Segment Start: DATA RECORDS
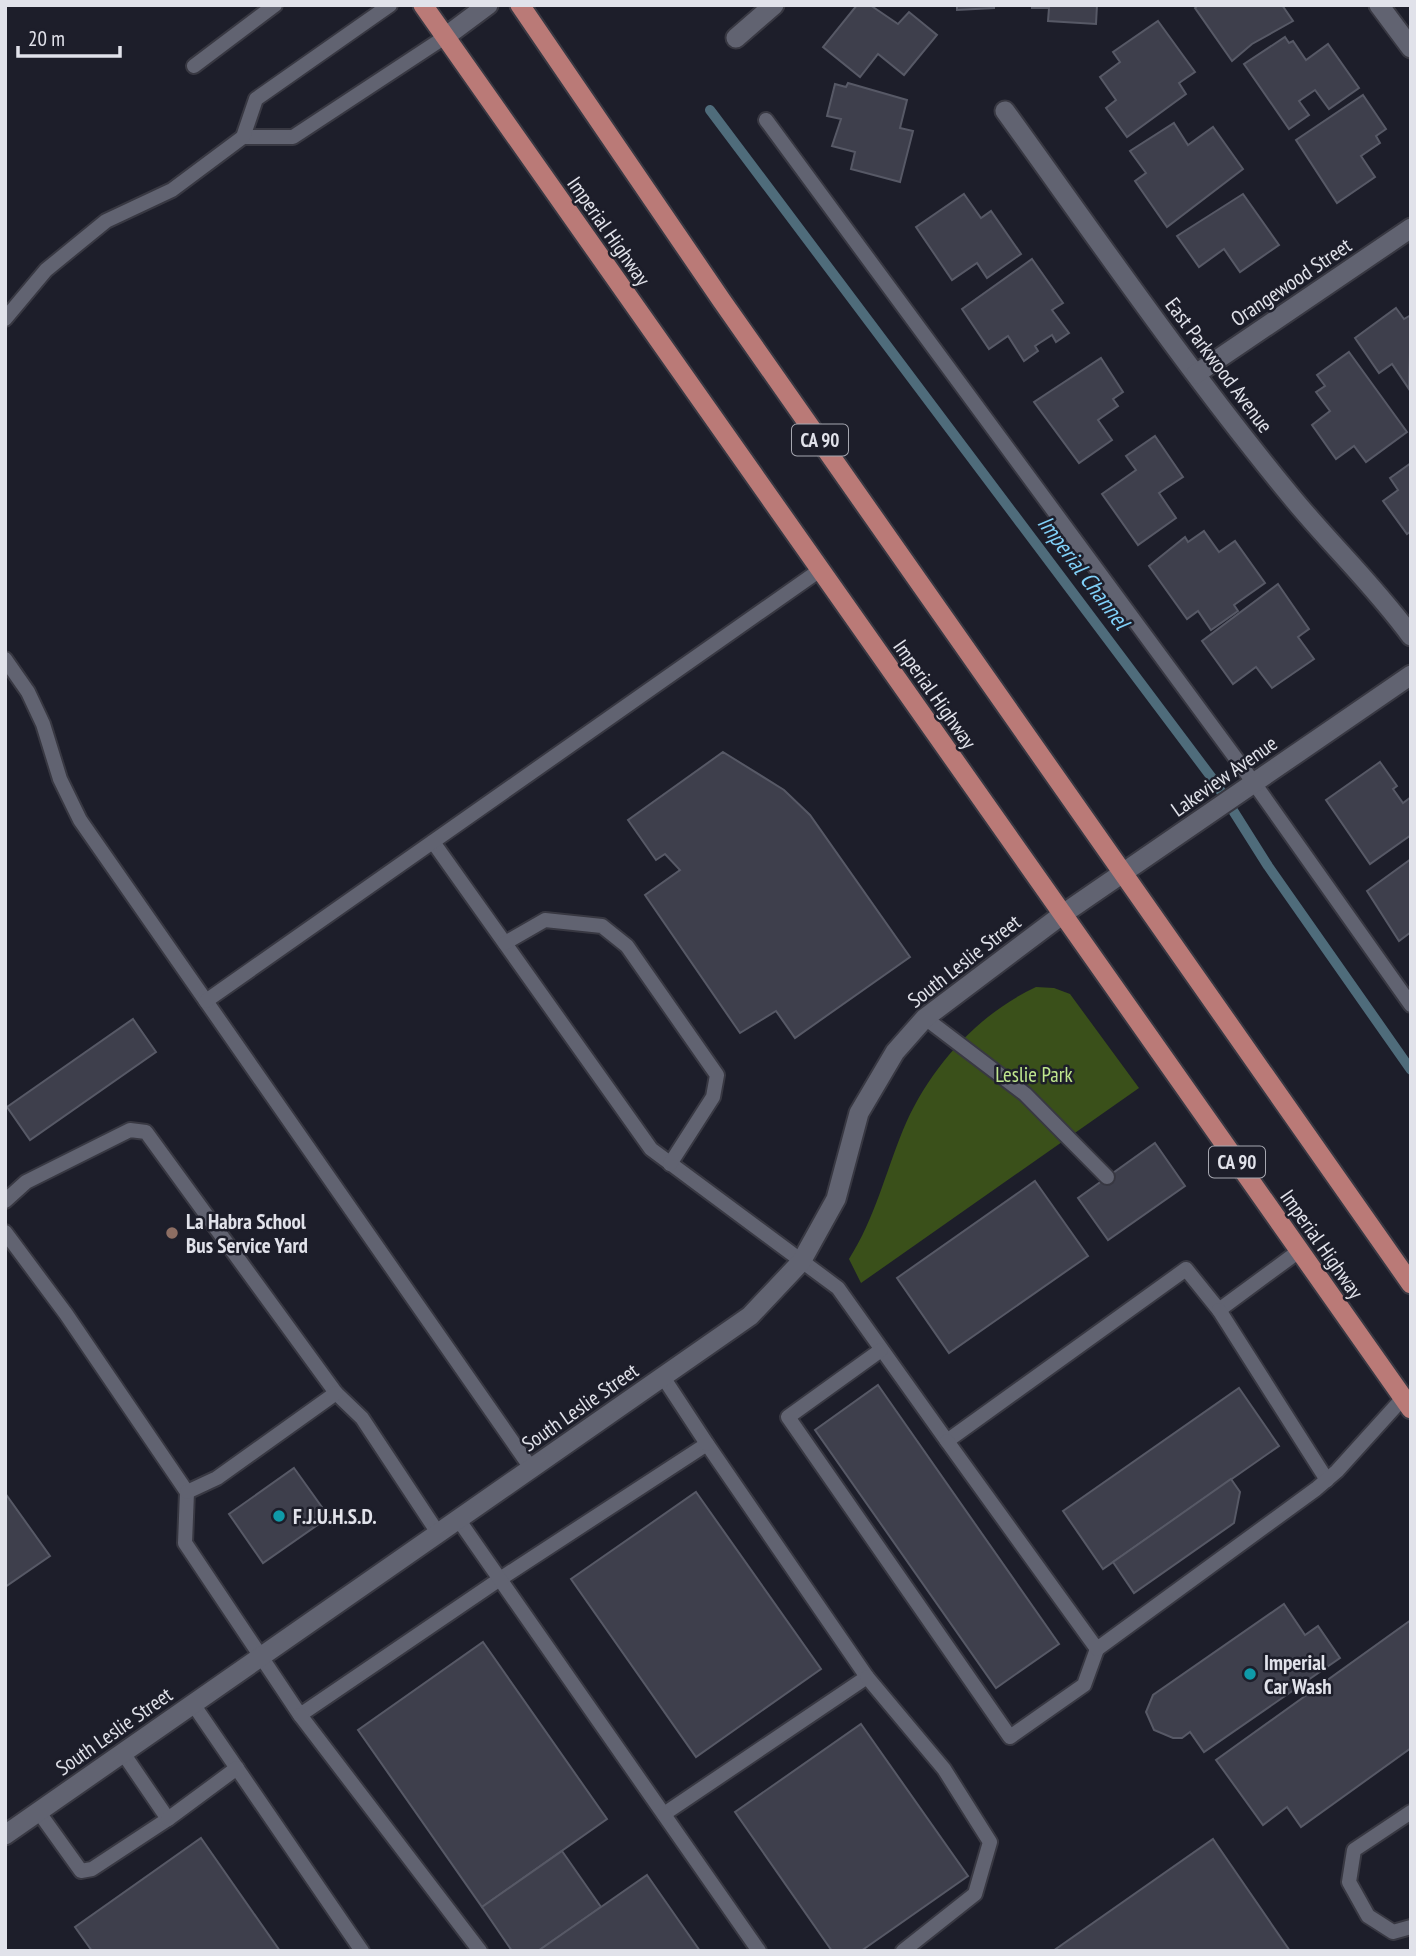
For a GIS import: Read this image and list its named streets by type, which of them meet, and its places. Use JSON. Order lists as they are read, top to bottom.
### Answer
{
  "streets": {
    "main road": ["Imperial Highway", "CA 90"],
    "street": [
      "Orangewood Street",
      "East Parkwood Avenue",
      "Lakeview Avenue",
      "South Leslie Street"
    ]
  },
  "crossings": [
    ["Imperial Highway", "Lakeview Avenue"],
    ["Imperial Highway", "South Leslie Street"],
    ["Orangewood Street", "East Parkwood Avenue"],
    ["CA 90", "Lakeview Avenue"],
    ["Lakeview Avenue", "South Leslie Street"]
  ],
  "water": ["Imperial Channel"],
  "parks": ["Leslie Park"],
  "places": ["La Habra School Bus Service Yard", "F.J.U.H.S.D.", "Imperial Car Wash"],
  "scale_bar": "20 m"
}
Segment End: DATA RECORDS
Every entry above should come back exactly as written, except for its pictures.

# FINISHED EXERCISE
For a GIS import: Read this image and list its named streets by type, which of them meet, and its places. Use JSON. Order lists as they are read, top to bottom.
### Answer
{
  "streets": {
    "main road": ["Imperial Highway", "CA 90"],
    "street": [
      "Orangewood Street",
      "East Parkwood Avenue",
      "Lakeview Avenue",
      "South Leslie Street"
    ]
  },
  "crossings": [
    ["Imperial Highway", "Lakeview Avenue"],
    ["Imperial Highway", "South Leslie Street"],
    ["Orangewood Street", "East Parkwood Avenue"],
    ["CA 90", "Lakeview Avenue"],
    ["Lakeview Avenue", "South Leslie Street"]
  ],
  "water": ["Imperial Channel"],
  "parks": ["Leslie Park"],
  "places": ["La Habra School Bus Service Yard", "F.J.U.H.S.D.", "Imperial Car Wash"],
  "scale_bar": "20 m"
}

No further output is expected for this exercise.